Here, in 1977, the trailer seems finally to have achieved its modern grace. This uncomplicated, tasteful preview for Annie Hall culls a few funny bits from the movie and strings them together without any dopey narration, gaudy slogans, or clumsy transitions. It sounds simple, but it took Hollywood many decades to do it. Perhaps this trailer's air is a little too genteel, and perhaps the voice-over actor didn't need to state the title a second time at the end, but otherwise this isn't bad.
This one isn't much of a trailer at all. It's only a minute and forty-three seconds long, and twenty-three of those seconds consist of stock footage of airplanes. After that, we see one funny scene and one seemingly pointless scene (whom are Stan and Ollie recognizing?). Following these, snippets of a few seconds each close out the trailer.
I like it for the slogans -- especially "A roaring flight into the stratosphere of fun!" -- and the narrator's mock heroic tone. The advertisers' cognizance of moviegoers' desire to be cheered up during the Depression (The Flying Deuces was released in 1939) is almost unseemly in its obviousness: "Ol' man gloom is on the run" as a result of the movie's "joyous cast."
I would like to own the weird Laurel and Hardy doll heads that appear at the end.
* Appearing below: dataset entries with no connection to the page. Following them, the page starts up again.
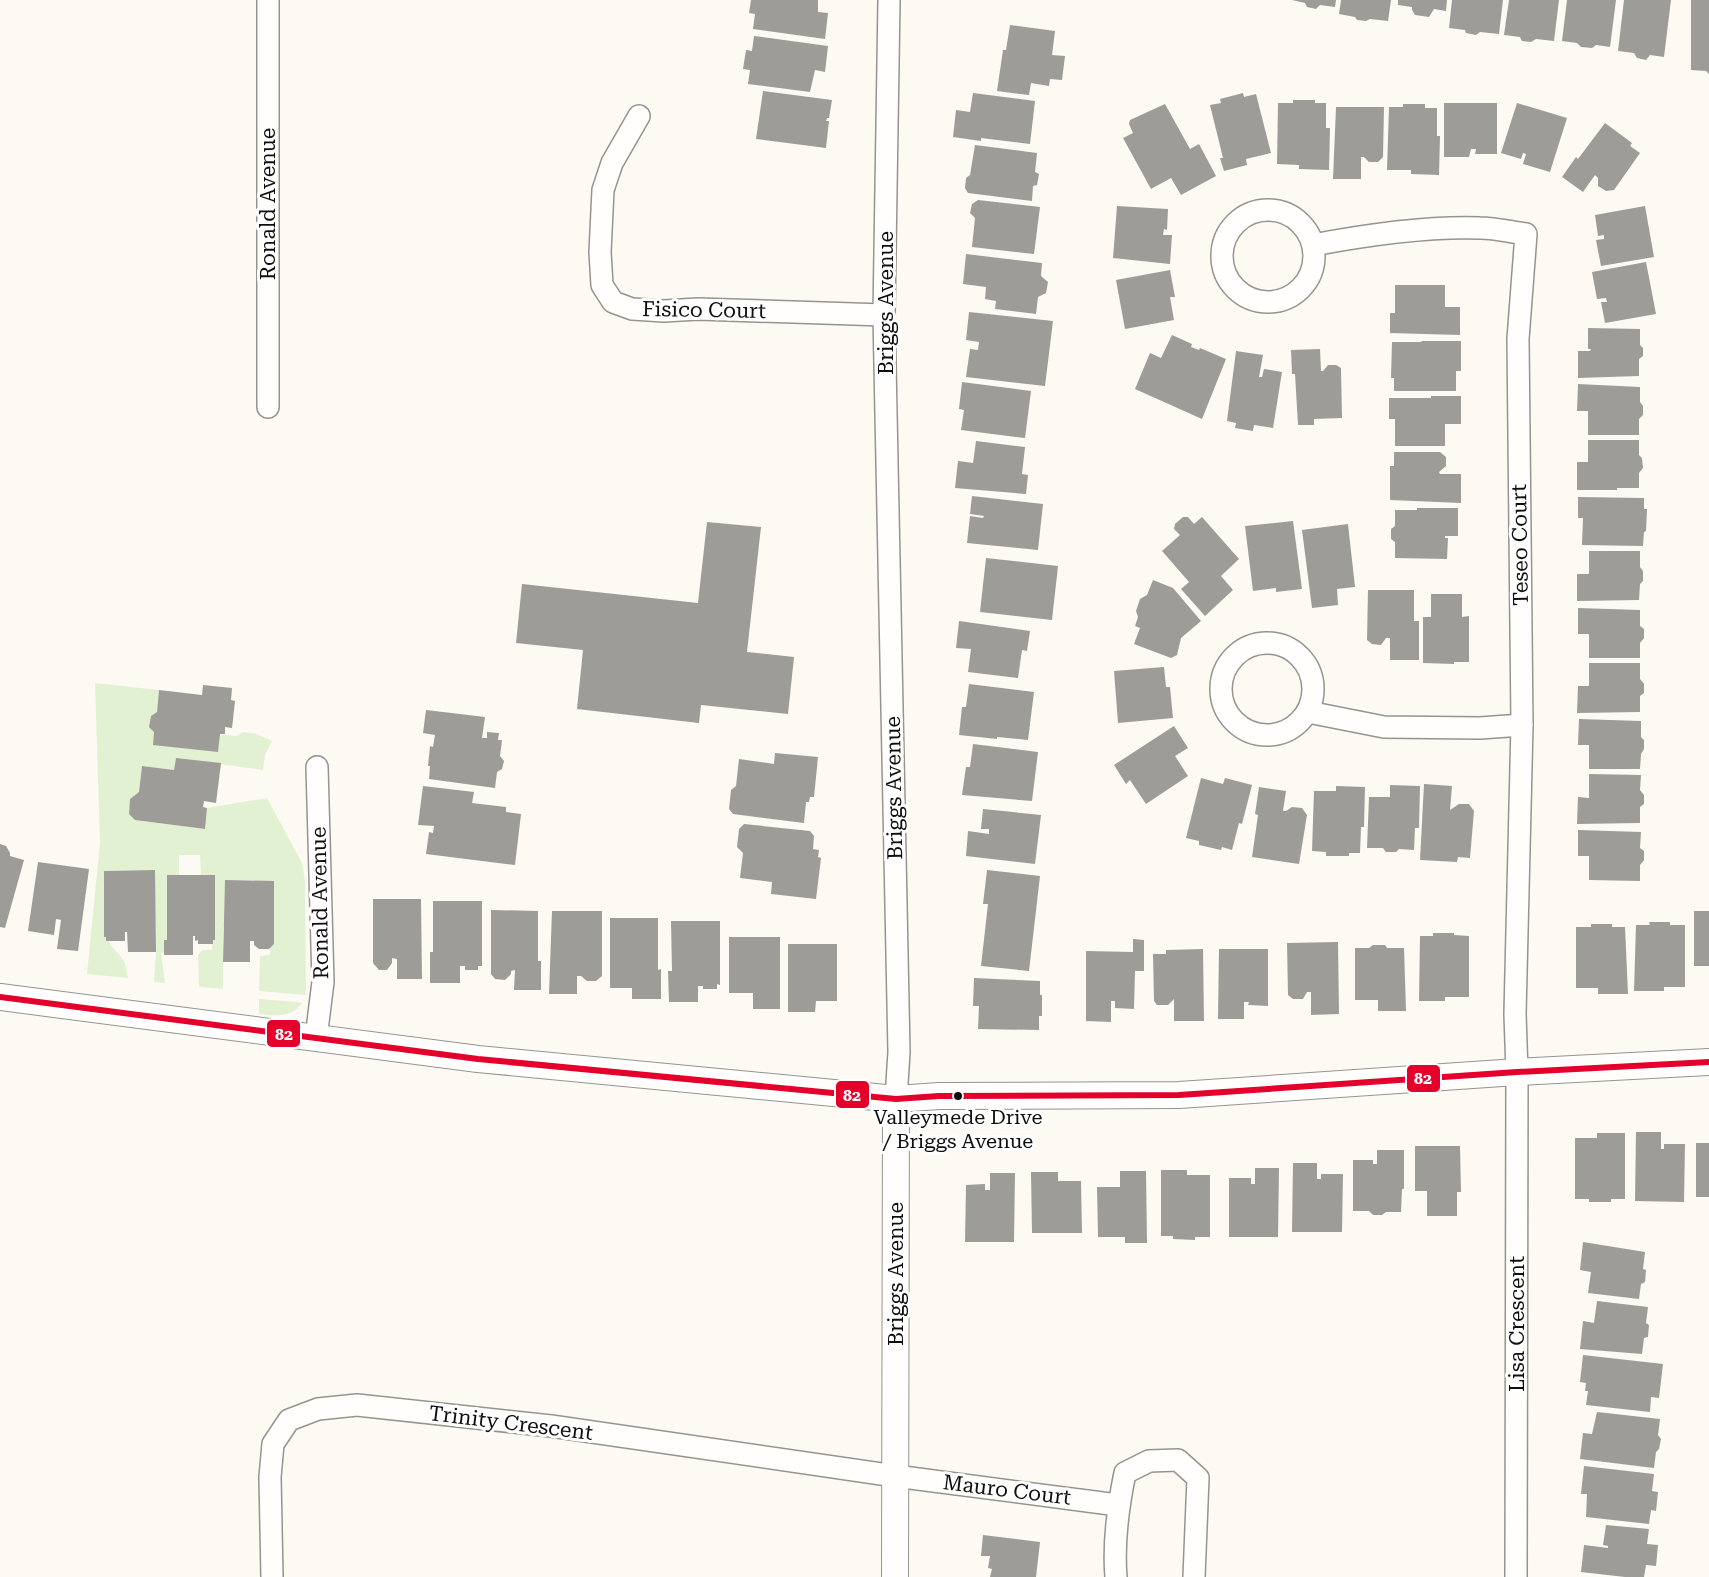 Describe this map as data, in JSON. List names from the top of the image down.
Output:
{
  "streets": {
    "street": [
      "Ronald Avenue",
      "Briggs Avenue",
      "Fisico Court",
      "Teseo Court",
      "Lisa Crescent",
      "Trinity Crescent",
      "Mauro Court"
    ]
  },
  "crossings": [
    ["Briggs Avenue", "Fisico Court"],
    ["Briggs Avenue", "Trinity Crescent"],
    ["Briggs Avenue", "Mauro Court"],
    ["Teseo Court", "Lisa Crescent"],
    ["Trinity Crescent", "Mauro Court"]
  ],
  "places": ["Valleymede Drive / Briggs Avenue"],
  "lines": ["transit line 82"]
}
Here's a post-Night of the Iguana trailer that still doesn't get it. Gone is the barking announcer and the over-the-top proclamations of excellence, but this preview for Cool Hand Luke (1967) is still too slow and too strange. Take, for instance, the opening scene, in which Paul Newman is caught cutting the heads off parking meters: No modern trailer would include so long a scene of Paul Newman cutting the heads off parking meters unless the movie were actually about Paul Newman cutting the heads off parking meters. Nearly the entire movie takes place inside the prison camp; how Luke got there is merely incidental.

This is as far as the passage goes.